Judy recalled her feelings as he got on the airplane to return for a third tour.

“I thought this is it, they’re going to kill him,” Judy said in a quavering voice.

This time he was assigned as a military adviser to the Vietnamese infantry.

While on a recon mission along the border to Cambodia, his chopper was shot down. The pilot put the chopper down for a rough landing without power. Immediately, heavy machine gunfire from three enemy positions increased and Dave knew he was going to die or be captured in a matter of minutes.

In only a few minutes he received a radio call from a Chinook pilot advising him he was on the way to pick them up.

He advised the pilot that he would be under fire when he came in for a landing.

The pilot’s response was a cool, unconcerned, “Roger that.”

A Chinook is not a combat helicopter. This aircraft is a huge cargo transporter, designed to pick up and deliver large loads of ammunition and supplies.

“When we got back I had the opportunity to talk to the aircraft commander, Bruce Grable, and then he was gone,” Dave said. “Basically, he saved my life. There were no other forces close enough to come get us.”

In the late 1970s and earl y’80s, he tried to find Grable  but was unsuccessful.

Recently he connected with the Chinook’s door gunner, who told him he was sure he was going to die.

As the soldiers ran from their downed chopper, bullets kicked up dirt at their feet and rattled through the aircraft hovering just above the field. Some of the rounds damaged the aircraft. The pilot cleared the tops of the trees by inches and made it back to base.

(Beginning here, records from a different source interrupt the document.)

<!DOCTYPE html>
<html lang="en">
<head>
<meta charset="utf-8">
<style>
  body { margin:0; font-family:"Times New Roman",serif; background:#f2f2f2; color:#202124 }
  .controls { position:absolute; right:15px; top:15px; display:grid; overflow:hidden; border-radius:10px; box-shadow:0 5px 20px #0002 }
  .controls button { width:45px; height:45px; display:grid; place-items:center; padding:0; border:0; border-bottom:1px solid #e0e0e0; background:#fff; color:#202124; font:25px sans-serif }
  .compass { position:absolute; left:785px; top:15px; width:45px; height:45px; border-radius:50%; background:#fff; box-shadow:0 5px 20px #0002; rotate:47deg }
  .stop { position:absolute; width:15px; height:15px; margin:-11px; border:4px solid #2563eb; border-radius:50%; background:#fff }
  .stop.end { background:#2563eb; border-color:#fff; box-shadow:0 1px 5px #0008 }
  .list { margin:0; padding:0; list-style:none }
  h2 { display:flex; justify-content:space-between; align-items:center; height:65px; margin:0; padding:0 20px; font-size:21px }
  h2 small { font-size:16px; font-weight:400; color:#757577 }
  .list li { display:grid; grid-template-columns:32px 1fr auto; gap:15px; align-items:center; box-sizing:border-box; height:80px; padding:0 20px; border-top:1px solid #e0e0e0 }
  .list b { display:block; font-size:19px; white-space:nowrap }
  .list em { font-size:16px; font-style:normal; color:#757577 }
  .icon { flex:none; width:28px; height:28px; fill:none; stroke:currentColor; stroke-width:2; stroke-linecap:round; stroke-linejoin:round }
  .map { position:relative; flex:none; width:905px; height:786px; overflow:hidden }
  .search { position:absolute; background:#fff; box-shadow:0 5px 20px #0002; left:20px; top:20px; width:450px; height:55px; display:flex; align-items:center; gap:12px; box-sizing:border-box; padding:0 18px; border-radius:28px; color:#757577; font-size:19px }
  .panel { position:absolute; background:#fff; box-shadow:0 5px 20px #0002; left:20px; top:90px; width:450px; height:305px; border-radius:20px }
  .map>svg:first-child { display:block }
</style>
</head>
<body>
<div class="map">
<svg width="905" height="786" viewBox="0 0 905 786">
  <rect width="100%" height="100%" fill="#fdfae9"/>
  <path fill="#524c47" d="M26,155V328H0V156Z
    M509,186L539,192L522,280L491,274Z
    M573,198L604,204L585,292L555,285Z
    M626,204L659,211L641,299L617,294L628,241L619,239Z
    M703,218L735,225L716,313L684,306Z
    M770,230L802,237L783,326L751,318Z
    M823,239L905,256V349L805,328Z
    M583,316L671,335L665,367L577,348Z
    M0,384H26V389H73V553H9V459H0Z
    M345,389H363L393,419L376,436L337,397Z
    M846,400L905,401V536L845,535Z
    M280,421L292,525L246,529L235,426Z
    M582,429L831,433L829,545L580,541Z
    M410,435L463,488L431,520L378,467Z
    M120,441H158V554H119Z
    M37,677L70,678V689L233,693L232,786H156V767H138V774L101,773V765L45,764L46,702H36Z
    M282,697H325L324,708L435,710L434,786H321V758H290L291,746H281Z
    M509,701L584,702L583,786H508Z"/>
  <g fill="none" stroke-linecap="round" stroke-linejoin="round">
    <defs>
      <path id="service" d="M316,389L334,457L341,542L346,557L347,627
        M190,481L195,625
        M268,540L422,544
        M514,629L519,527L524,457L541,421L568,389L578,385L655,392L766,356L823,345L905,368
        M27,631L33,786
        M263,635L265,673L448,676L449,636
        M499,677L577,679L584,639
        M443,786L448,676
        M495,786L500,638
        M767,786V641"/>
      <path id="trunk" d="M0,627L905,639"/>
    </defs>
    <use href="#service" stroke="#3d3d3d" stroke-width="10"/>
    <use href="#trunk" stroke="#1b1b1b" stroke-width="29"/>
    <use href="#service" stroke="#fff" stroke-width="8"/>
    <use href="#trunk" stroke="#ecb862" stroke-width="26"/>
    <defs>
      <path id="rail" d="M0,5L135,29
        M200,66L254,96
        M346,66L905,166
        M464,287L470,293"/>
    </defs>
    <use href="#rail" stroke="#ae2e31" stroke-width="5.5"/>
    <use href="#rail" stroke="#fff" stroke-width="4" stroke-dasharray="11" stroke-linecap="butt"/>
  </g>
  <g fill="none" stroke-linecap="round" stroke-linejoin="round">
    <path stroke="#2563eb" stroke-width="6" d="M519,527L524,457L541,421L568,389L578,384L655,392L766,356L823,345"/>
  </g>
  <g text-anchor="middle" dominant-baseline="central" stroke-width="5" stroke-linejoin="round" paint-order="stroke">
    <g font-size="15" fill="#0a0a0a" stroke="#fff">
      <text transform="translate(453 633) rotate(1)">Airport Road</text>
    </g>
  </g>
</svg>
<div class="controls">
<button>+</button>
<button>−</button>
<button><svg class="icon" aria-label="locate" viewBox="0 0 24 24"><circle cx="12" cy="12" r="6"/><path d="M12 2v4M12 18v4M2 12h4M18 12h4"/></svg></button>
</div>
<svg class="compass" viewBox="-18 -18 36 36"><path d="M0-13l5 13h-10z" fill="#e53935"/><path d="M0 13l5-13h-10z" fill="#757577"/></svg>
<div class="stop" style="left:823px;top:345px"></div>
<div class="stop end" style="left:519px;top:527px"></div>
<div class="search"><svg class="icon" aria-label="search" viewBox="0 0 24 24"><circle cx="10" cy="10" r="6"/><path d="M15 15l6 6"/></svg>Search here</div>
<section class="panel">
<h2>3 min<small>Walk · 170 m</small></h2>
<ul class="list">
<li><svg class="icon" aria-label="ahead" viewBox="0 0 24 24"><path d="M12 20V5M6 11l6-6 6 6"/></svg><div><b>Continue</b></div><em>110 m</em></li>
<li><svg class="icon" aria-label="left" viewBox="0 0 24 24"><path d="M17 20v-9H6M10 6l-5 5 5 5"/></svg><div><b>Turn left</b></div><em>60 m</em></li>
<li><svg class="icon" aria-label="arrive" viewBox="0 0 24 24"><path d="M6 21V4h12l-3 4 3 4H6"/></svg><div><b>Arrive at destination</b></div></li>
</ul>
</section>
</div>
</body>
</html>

Dave recalled him saying, “I felt like the hands of God were wrapped around that helicopter, lifting us over those trees.”

“I hadn’t thought about it in that way, but I believe it was more than luck that day,” Dave said. “I’m here by the grace of God. Nobody even got hit. It’s incredible.”

 After his failed attempt at finding the pilot who saved his life, years passed. Then, one day he was watching a television show called “We’ll Meet Again.”

The show brings people who experienced a life-altering event together. He contacted the show and told his story. His savior was found, and together they taped the show that airs at 8 p.m. Nov. 13 on PBS.

And the best part is, the pilot, Bruce Grable  is coming to The Villages to watch the show with the Johnsons.